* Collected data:
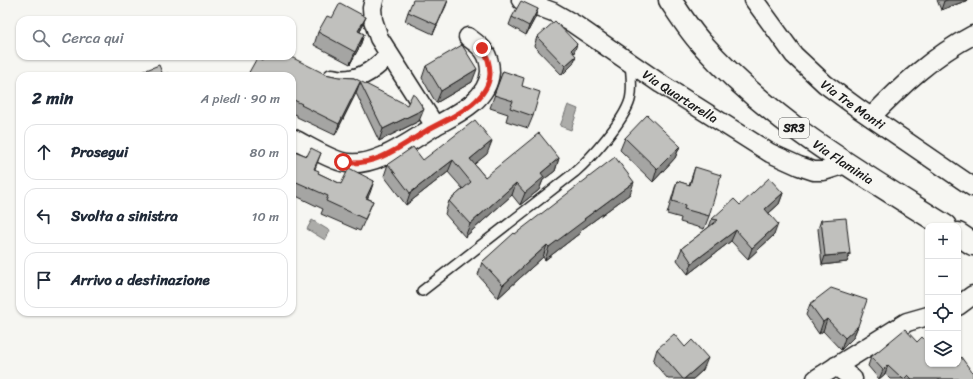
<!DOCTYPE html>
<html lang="it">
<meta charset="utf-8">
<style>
:root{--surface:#fff;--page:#f6f6f7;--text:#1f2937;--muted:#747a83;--line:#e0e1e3}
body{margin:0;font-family:Sriracha,sans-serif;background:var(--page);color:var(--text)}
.controls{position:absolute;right:12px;bottom:12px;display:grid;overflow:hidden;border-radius:8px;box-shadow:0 1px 3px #0004}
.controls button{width:36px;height:36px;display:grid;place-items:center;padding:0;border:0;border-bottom:1px solid var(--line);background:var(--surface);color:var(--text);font:20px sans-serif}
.stop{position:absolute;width:12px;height:12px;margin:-9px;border:3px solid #d93025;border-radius:50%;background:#fff}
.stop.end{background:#d93025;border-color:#fff;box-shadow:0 1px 4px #0008}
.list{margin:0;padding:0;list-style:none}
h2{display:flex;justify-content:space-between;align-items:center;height:52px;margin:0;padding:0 16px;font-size:17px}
h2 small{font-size:13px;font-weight:400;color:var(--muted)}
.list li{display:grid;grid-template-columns:26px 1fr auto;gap:12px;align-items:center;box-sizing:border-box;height:56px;margin:0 8px 8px;padding:0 8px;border:1px solid var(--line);border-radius:12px}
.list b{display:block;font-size:15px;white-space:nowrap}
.list em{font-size:13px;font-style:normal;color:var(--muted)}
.icon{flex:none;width:22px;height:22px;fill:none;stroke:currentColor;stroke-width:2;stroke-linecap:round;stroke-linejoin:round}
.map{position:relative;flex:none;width:973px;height:379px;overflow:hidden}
.search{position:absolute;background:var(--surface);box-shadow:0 1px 3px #0004;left:16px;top:16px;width:280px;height:44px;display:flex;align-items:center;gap:10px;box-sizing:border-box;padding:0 14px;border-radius:12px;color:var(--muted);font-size:15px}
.panel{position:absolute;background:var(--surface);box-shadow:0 1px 3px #0004;left:16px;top:72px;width:280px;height:244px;border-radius:12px}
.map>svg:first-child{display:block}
</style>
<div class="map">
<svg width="973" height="379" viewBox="0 0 973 379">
<rect width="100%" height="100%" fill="#f6f6f2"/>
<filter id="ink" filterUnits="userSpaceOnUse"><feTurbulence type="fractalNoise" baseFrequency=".025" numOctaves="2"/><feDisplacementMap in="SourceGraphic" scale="8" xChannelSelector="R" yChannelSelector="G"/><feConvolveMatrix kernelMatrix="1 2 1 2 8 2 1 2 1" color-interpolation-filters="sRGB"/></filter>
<g filter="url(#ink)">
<path fill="#acaca9" stroke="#727271" d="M568,105L578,109L571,130L560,126Z
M312,220L330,231L325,240L307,229Z"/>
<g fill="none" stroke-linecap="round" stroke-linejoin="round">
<g stroke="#1c1c1c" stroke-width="12">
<path id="service" d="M422,291L575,172C591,158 624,121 630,100C633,88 631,75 630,63"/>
</g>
<g stroke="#1c1c1c" stroke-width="21">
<g id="minor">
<path id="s1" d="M521,0L553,12L574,24L661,84L770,153L799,166L814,171H824L846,164"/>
<path id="s2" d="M754,0L794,55L825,84L859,109L973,187"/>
<path d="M332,78C356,84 373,71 389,55"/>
<path d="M871,117C902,85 933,56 973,35"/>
<path d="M435,126C457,114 488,100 490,72C490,64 489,58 484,51C480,45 473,41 468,37"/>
<path d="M292,138C308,146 325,157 342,162C373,170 410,141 435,126L379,38L373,20L372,8L374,0"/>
<path d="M958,306L973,295"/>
<path d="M836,366L853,379"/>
<path d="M816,379L907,322L928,316"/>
</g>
</g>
<g stroke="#1c1c1c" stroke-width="25">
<g id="primary">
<path id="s3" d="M670,0C680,15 690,31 702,44C771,122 858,171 945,226"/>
<path d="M958,234L973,244"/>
</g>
</g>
<use href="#service" stroke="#f6f6f2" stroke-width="9"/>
<use href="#minor" stroke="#f6f6f2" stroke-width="18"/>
<use href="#primary" stroke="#f6f6f2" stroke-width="22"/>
</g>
<path fill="#a5a5a3" stroke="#1c1c1c" d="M448,0L433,34L405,21L408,12Z
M937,0H968L941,10Z
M512,17L535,18L526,35L509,25Z
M332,18L361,29L360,32L364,34L360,46L350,64L314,45L318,32Z
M537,37L576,56L573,64L562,75L534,46Z
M262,61L325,74L339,77L354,78L419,121L379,141L356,93L335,135L297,117V115L292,113V76Z
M426,66L472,82L436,103L422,78Z
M503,71L522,86L533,116L528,128L506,121L508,114L490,108Z
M625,138L680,146L675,158L653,182L620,150Z
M292,150L307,156L321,153L315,169L318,173L341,184L374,181L367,198L373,201L368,213L360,231L321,214L323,209L292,194Z
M487,154L474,164L485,177L559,158L555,171L543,180L539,190L520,205L512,195L465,237L445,214L449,201L463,189L448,172L406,205L384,176L388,164Z
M695,167L709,216L704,229L680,222L681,218L667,214L673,194L677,181L689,185Z
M783,193L779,204L769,213L774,235L748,259L731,241L688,274L677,260L682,248L709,227L712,219L740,205Z
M630,194L581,230L580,233L545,260L543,257L498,298L478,275L482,262L515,234Z
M821,220L850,254L847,262L822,265L818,229Z
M810,304L858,326L853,338L841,350L823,331L819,334L806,315Z
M917,342L928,364L973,379H890L885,374L879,379L868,366L871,357Z
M685,347L703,370L693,379H668L653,362L657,349Z"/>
<path fill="#868684" stroke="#1c1c1c" d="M448,0L446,6L433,34L437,25Z
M948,0H968L941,10L944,1Z
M538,9L535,18L526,35L529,26Z
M366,17L361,29L354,43L358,31Z
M364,34L360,46L350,64L355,52Z
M577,44L574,53L571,50Z
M576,56L573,64L562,75L565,66Z
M477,69L472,82L436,103L441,91Z
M360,82L356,93L335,135L339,124Z
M424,109L419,121L379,141L383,129Z
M492,141L487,154L465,172L470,159Z
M680,146L675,158L653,182L657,169Z
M559,158L555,171L543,180L539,190L520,205L525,193L541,173Z
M453,160L448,172L406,205L410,193Z
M374,181L370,193L362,210L366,198Z
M634,182L630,194L581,230L580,233L545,260L549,247L584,219Z
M516,183L512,195L465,237L470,224Z
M783,193L779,204L761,220L765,209Z
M778,224L774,235L748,259L752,248Z
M736,230L731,241L688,274L692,263Z
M547,245L543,257L498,298L503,285Z
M850,254L847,262L822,265L825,256Z
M827,319L823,331L819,334L823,322Z
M858,326L853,338L841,350L845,338Z
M708,358L703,370L693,379H684Z
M888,365L885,374L879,379L883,370Z"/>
<path fill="#c0c0bd" stroke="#1c1c1c" d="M413,0H448L437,25L408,12Z
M521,1L538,9L529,26L512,17Z
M340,3L366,17L358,31L364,34L355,52L318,32L327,16L332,18Z
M555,21L577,44L571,50L576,56L565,66L537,37Z
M462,45L477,69L441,91L426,66Z
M265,56H289L325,74L339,77L354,78L407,105L413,93L424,109L383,129L360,82L339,124L301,105L302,104L292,99V76H247L257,58L262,61Z
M159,65L163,75L168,73L170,76H131Z
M503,71L524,78L522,86L540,92L533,116L510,108L513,101L494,95Z
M647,115L680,146L657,169L625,138Z
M475,120L492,141L470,159L485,177L539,133L559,158L541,173L544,177L525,193L516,183L470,224L449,201L471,182L453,160L410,193L388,164L413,147L423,160Z
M311,148L321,153L314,169L319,171L318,173L341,184L349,168L374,181L366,198L373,201L365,219L326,201L328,196L292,180V150L307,156Z
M615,157L634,182L584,219L585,220L549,247L547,245L503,285L482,262L514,233L515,234Z
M695,167L721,175L709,216L684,209L685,205L672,201L677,181L690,185Z
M769,178L783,193L765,209L778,224L752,248L736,230L692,263L682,248L718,220L712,219L734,199L740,205Z
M846,218L850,254L825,256L821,220Z
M831,288L867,300L858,326L845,338L827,319L823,322L810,304Z
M905,329L917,342L922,337L928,343V364H958V359L961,357L972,372L973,371V379H912L908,375L904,379H903L888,365L883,370L871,357Z
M674,334L685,347L692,340L708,358L684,379H683L657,349Z"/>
</g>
<g fill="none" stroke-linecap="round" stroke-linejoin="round" filter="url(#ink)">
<path stroke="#d93025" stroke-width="5" d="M343,162C375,168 403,145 429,129C451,117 488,103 490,74C490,63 488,56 482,48"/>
</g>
<g text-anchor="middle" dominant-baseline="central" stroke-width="3" stroke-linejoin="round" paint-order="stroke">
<rect fill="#f6f6f2" stroke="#5d5d5c" stroke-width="1" x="779" y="118" width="30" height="20" rx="3"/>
<g font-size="12" font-weight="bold" fill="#1c1c1c">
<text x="794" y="128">SR3</text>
</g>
<g font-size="13" fill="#1c1c1c" stroke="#f6f6f2">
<text stroke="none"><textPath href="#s1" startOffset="187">Via Quartarella</textPath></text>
<text stroke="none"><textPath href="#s2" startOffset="145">Via Tre Monti</textPath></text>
<text stroke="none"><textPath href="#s3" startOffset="239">Via Flaminia</textPath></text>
</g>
</g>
</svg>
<div class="controls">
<button>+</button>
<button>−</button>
<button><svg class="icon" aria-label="locate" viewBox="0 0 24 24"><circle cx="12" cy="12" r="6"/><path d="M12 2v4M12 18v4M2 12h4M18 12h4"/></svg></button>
<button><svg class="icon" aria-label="layers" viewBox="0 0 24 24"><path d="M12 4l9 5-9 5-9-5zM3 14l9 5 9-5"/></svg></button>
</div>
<div class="stop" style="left:343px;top:162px"></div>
<div class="stop end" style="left:482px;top:48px"></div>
<div class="search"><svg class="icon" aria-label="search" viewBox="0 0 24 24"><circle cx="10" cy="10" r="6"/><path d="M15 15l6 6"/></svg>Cerca qui</div>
<section class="panel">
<h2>2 min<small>A piedi · 90 m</small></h2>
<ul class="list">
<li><svg class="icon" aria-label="ahead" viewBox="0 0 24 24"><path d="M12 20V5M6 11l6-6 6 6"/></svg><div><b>Prosegui</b></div><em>80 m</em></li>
<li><svg class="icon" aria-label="left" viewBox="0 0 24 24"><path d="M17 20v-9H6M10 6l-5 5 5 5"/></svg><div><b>Svolta a sinistra</b></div><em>10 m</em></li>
<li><svg class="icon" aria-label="arrive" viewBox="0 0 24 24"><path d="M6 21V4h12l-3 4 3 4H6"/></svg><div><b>Arrivo a destinazione</b></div></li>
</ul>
</section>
</div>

* What is required: Show the lines in the entries above that include the string "bottom".

* Exercise answer:
.controls{position:absolute;right:12px;bottom:12px;display:grid;overflow:hidden;border-radius:8px;box-shadow:0 1px 3px #0004}
.controls button{width:36px;height:36px;display:grid;place-items:center;padding:0;border:0;border-bottom:1px solid var(--line);background:var(--surface);color:var(--text);font:20px sans-serif}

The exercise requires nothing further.